**What you need to do**
Keep only the lines that hold the string "Write", filtering out the rest of the entries below.

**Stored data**

%%

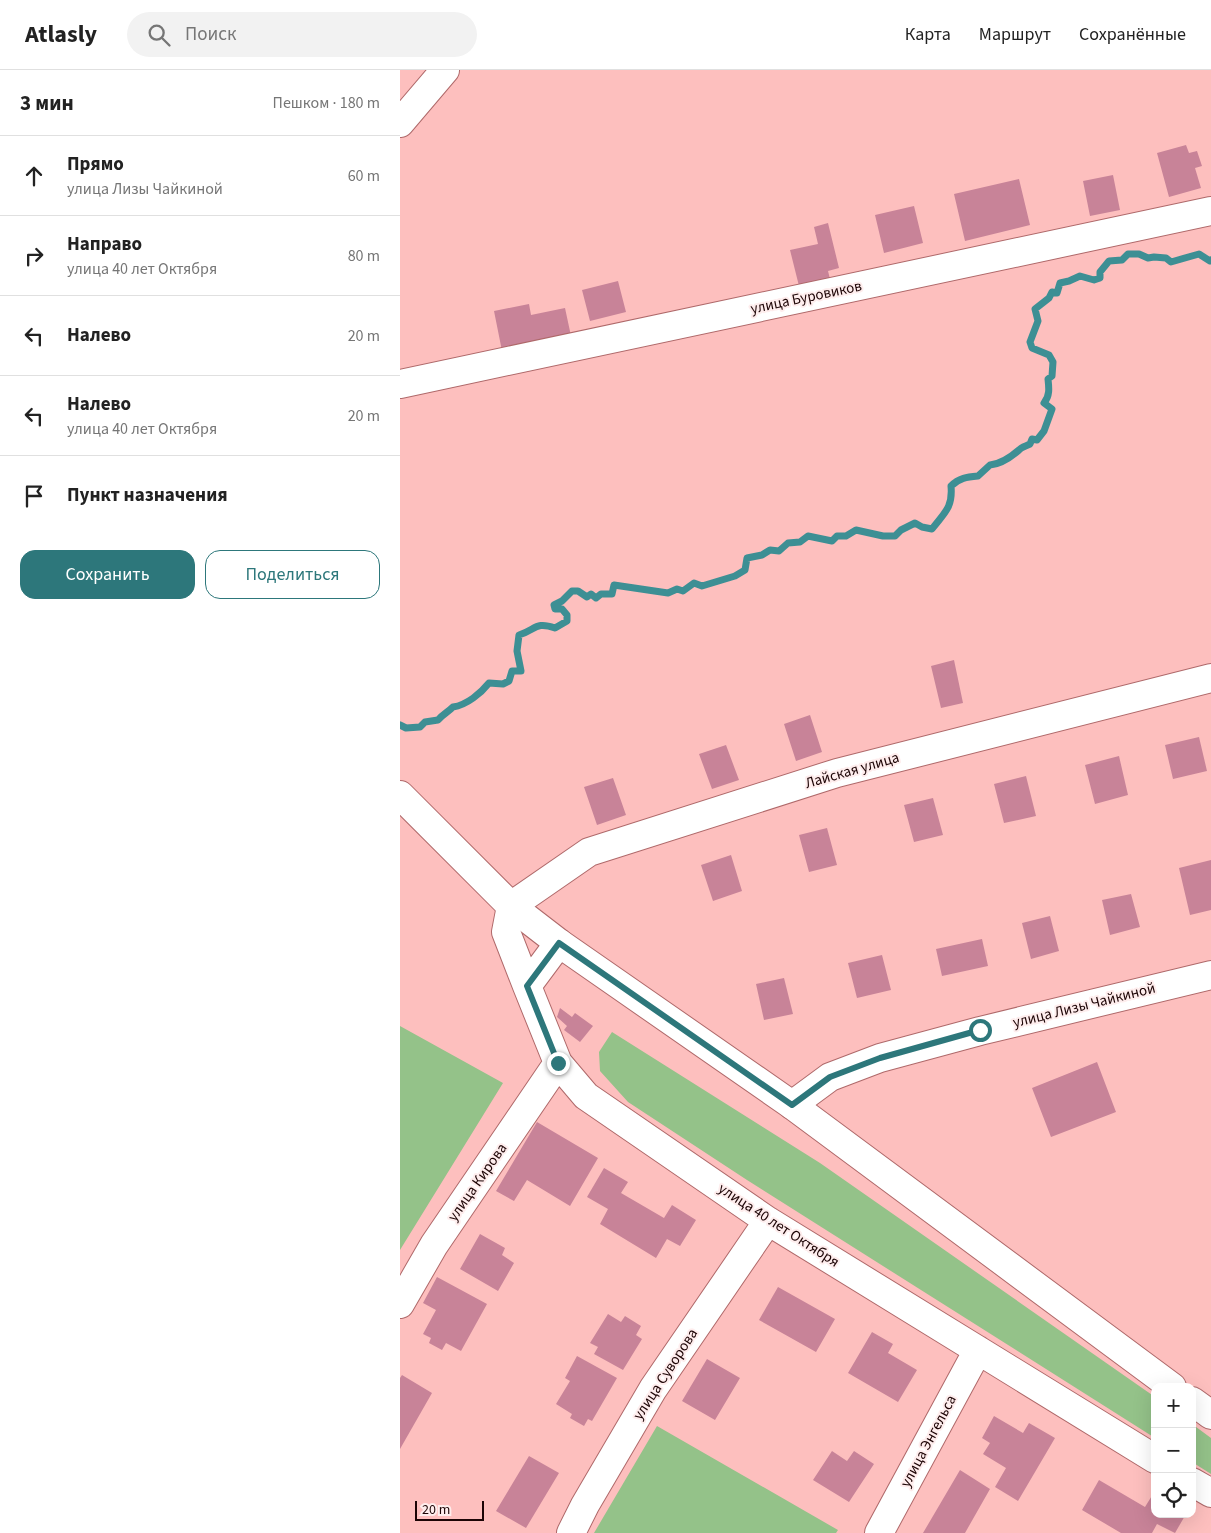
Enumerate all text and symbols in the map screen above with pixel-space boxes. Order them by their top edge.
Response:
search box [127,12,477,57]
text: Atlasly [25,17,97,52]
icon: search [145,21,173,49]
text: Поиск [185,21,236,48]
text: Карта [905,22,951,47]
text: Маршрут [979,22,1051,47]
text: Сохранённые [1079,22,1186,47]
text: 3 мин [20,88,74,118]
text: Пешком · 180 m [273,92,380,114]
text: Прямо [67,151,124,178]
icon: ahead [20,162,48,190]
text: 60 m [348,165,380,187]
text: улица Лизы Чайкиной [67,178,223,200]
text: Направо [67,231,142,258]
icon: right [20,242,48,270]
text: 80 m [348,245,380,267]
text: улица 40 лет Октября [67,258,217,280]
street label: улица Буровиков [749,275,864,320]
icon: left [20,322,48,350]
text: Налево [67,322,131,349]
text: 20 m [348,325,380,347]
text: Налево [67,391,131,418]
icon: left [20,402,48,430]
text: 20 m [348,405,380,427]
text: улица 40 лет Октября [67,418,217,440]
icon: arrive [20,482,48,510]
text: Пункт назначения [67,482,228,509]
button: Сохранить [20,550,195,599]
button: Поделиться [205,550,380,599]
street label: Лайская улица [803,747,902,794]
street label: улица Лизы Чайкиной [1011,978,1158,1033]
route start [969,1019,992,1042]
route end [547,1052,570,1075]
street label: улица Кирова [443,1139,512,1226]
street label: улица 40 лет Октября [714,1178,843,1273]
street label: улица Суворова [628,1324,703,1424]
map controls [1151,1383,1196,1518]
button: + [1151,1383,1196,1428]
street label: улица Энгельса [895,1391,962,1491]
button: − [1151,1428,1196,1473]
button: locate [1151,1473,1196,1518]
scale bar [415,1498,484,1521]
text: 20 m [422,1500,450,1520]

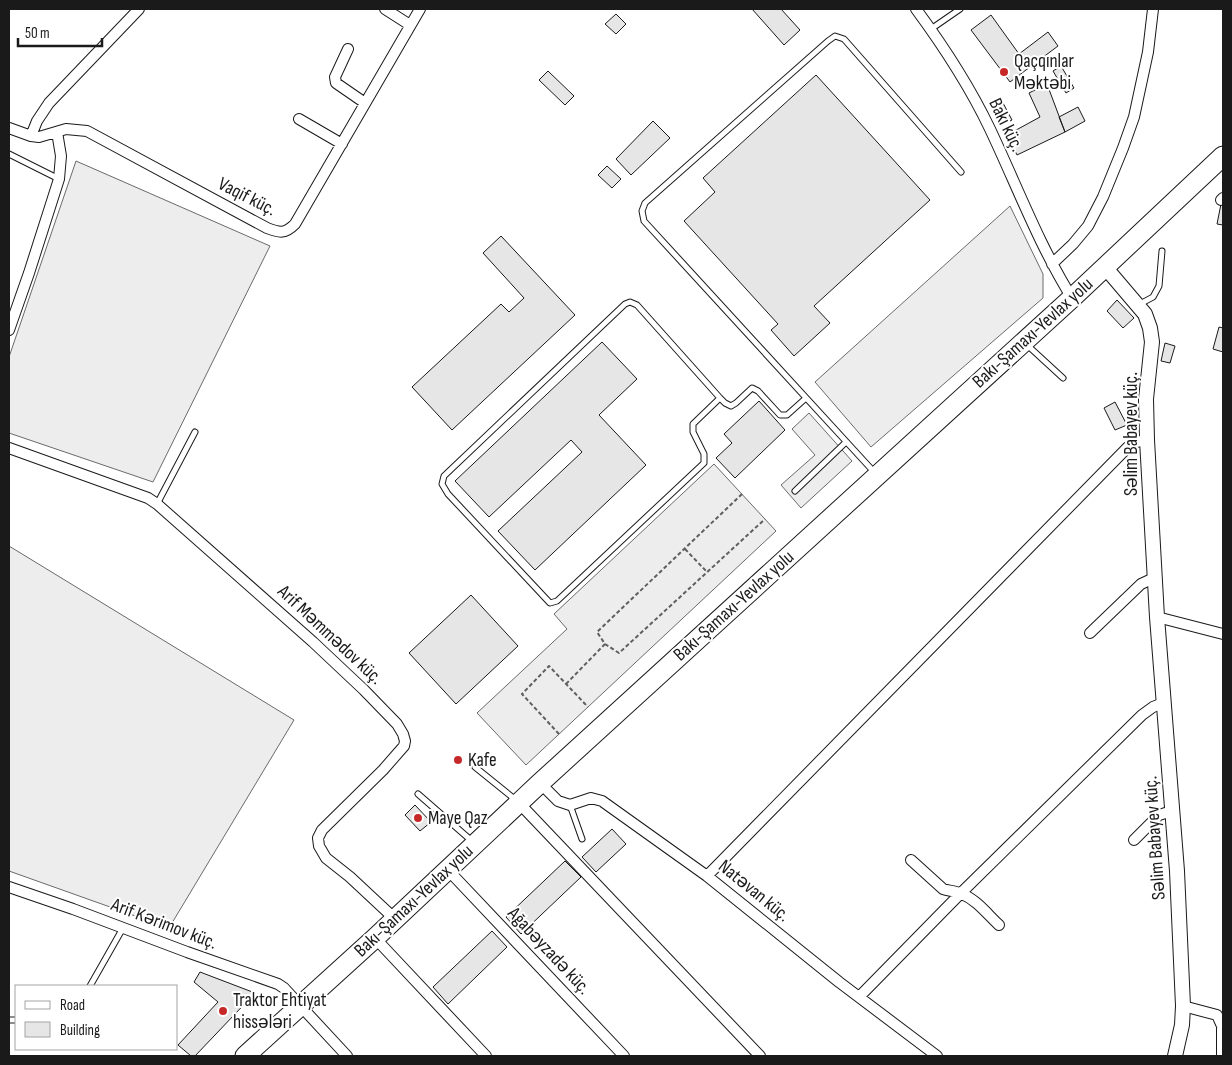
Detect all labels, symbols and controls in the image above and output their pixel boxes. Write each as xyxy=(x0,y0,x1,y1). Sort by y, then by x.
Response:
scale bar xyxy=(18,15,101,47)
text: 50 m xyxy=(25,24,50,43)
place label: Qaçqınlar Məktəbi xyxy=(1014,50,1074,95)
marker: Qaçqınlar Məktəbi xyxy=(998,66,1010,78)
street label: Bakı küç. xyxy=(983,95,1029,155)
street label: Vaqif küç. xyxy=(214,173,280,221)
street label: Bakı-Şamaxı-Yevlax yolu xyxy=(968,273,1098,393)
street label: Səlim Babayev küç. xyxy=(1120,372,1143,496)
street label: Bakı-Şamaxı-Yevlax yolu xyxy=(669,546,799,666)
street label: Arif Məmmədov küç. xyxy=(272,580,387,690)
place label: Kafe xyxy=(468,749,497,772)
marker: Kafe xyxy=(452,754,464,766)
street label: Səlim Babayev küç. xyxy=(1139,775,1171,901)
place label: Maye Qaz xyxy=(428,807,488,830)
marker: Maye Qaz xyxy=(412,812,424,824)
street label: Bakı-Şamaxı-Yevlax yolu xyxy=(350,840,478,962)
street label: Natəvan küç. xyxy=(713,855,795,927)
street label: Arif Kərimov küç. xyxy=(107,893,220,955)
street label: Ağabəyzadə küç. xyxy=(502,902,595,1000)
legend xyxy=(15,985,178,1050)
place label: Traktor Ehtiyat hissələri xyxy=(233,989,327,1034)
text: Road xyxy=(60,996,85,1015)
marker: Traktor Ehtiyat hissələri xyxy=(217,1005,229,1017)
text: Building xyxy=(60,1021,100,1040)

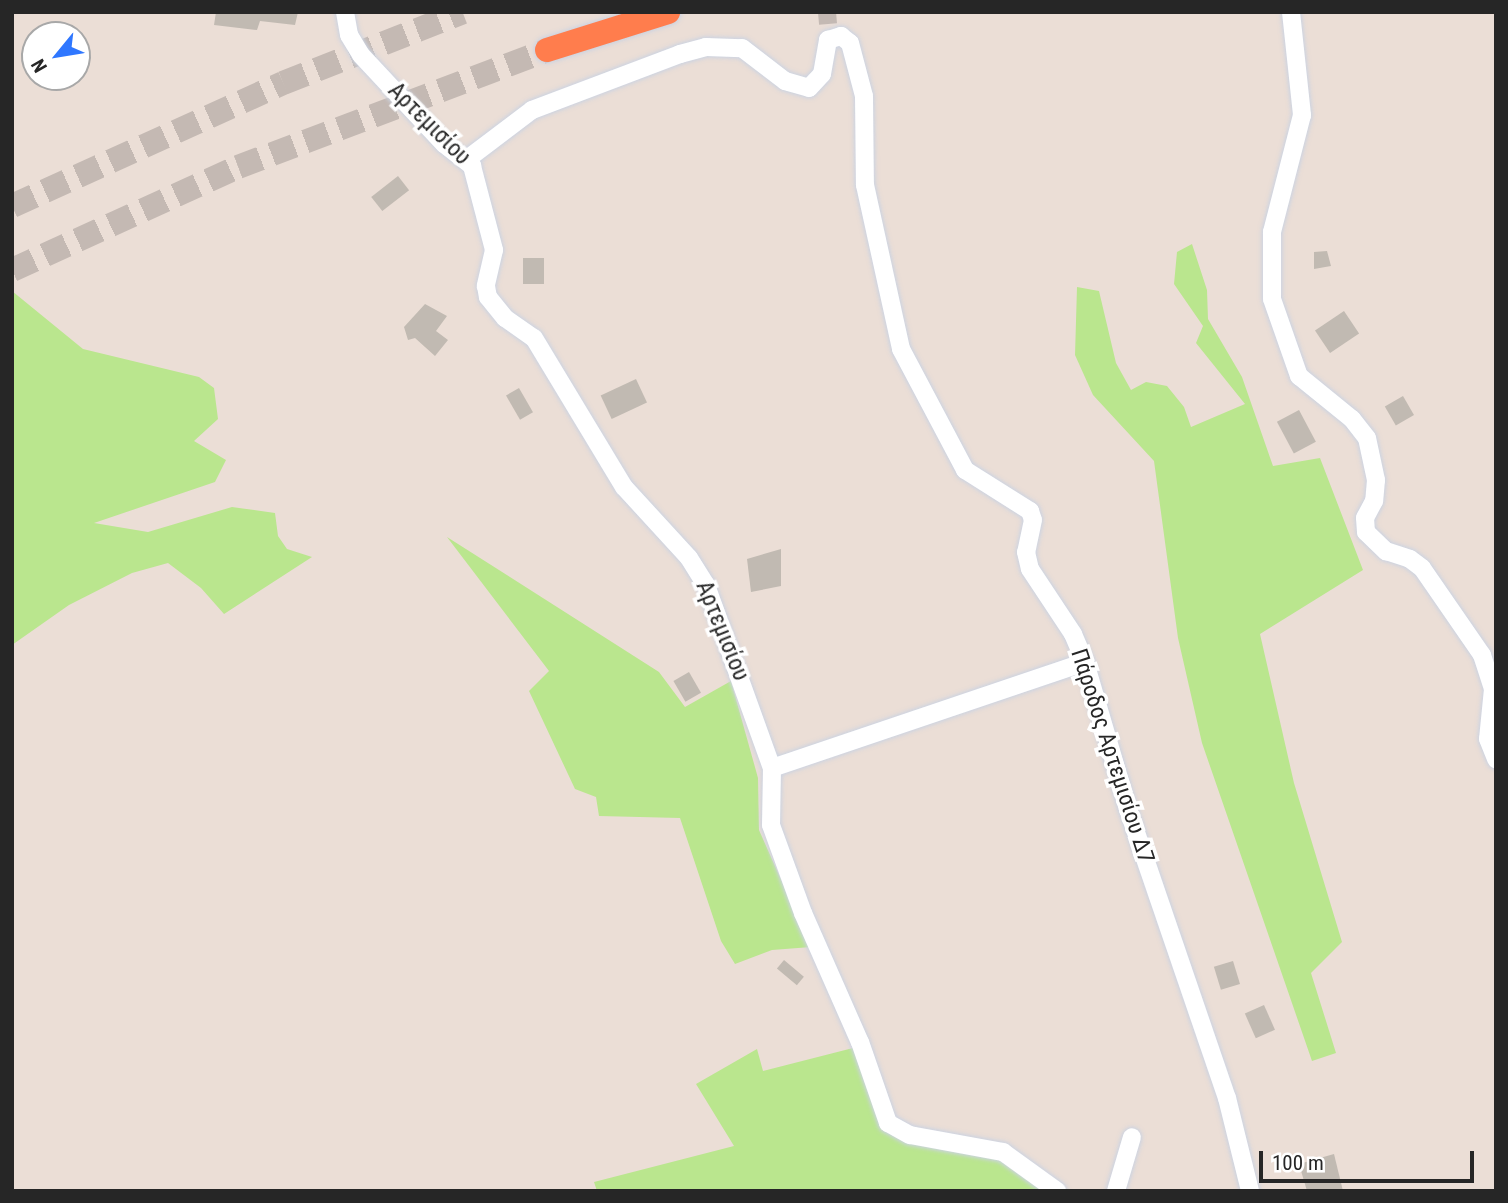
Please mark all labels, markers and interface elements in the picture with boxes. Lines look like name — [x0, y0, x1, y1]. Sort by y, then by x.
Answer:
north arrow — [21, 21, 91, 91]
text: N — [26, 55, 52, 77]
street label: Αρτεμισίου — [382, 77, 476, 171]
street label: Αρτεμισίου — [690, 577, 754, 685]
street label: Πάροδος Αρτεμισίου Δ7 — [1064, 645, 1160, 867]
scale bar — [1263, 1136, 1478, 1180]
text: 100 m — [1272, 1151, 1324, 1175]

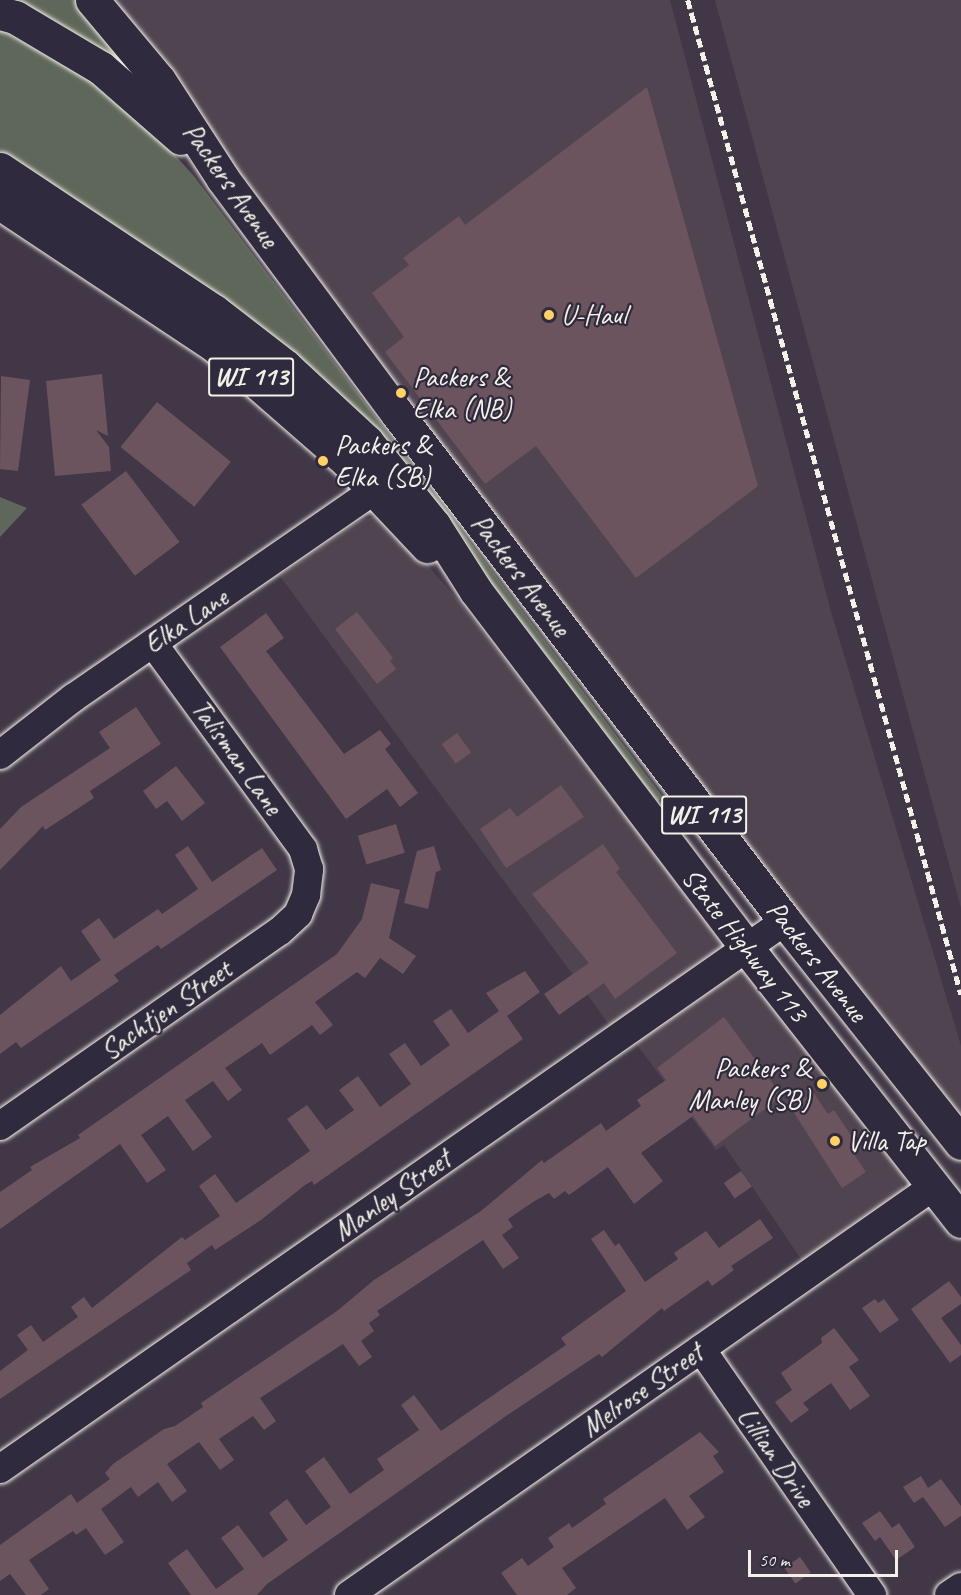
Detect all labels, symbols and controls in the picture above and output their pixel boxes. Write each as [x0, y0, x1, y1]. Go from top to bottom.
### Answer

%%

**Written solution**
Detect all labels, symbols and controls in the image above and output their pixel boxes. Write each as xyxy=(x0,y0,x1,y1). Sort by y, then by x.
Detect all labels, symbols and controls in the picture above and output their pixel boxes. Write each as [x0, y0, x1, y1]. Go from top to bottom.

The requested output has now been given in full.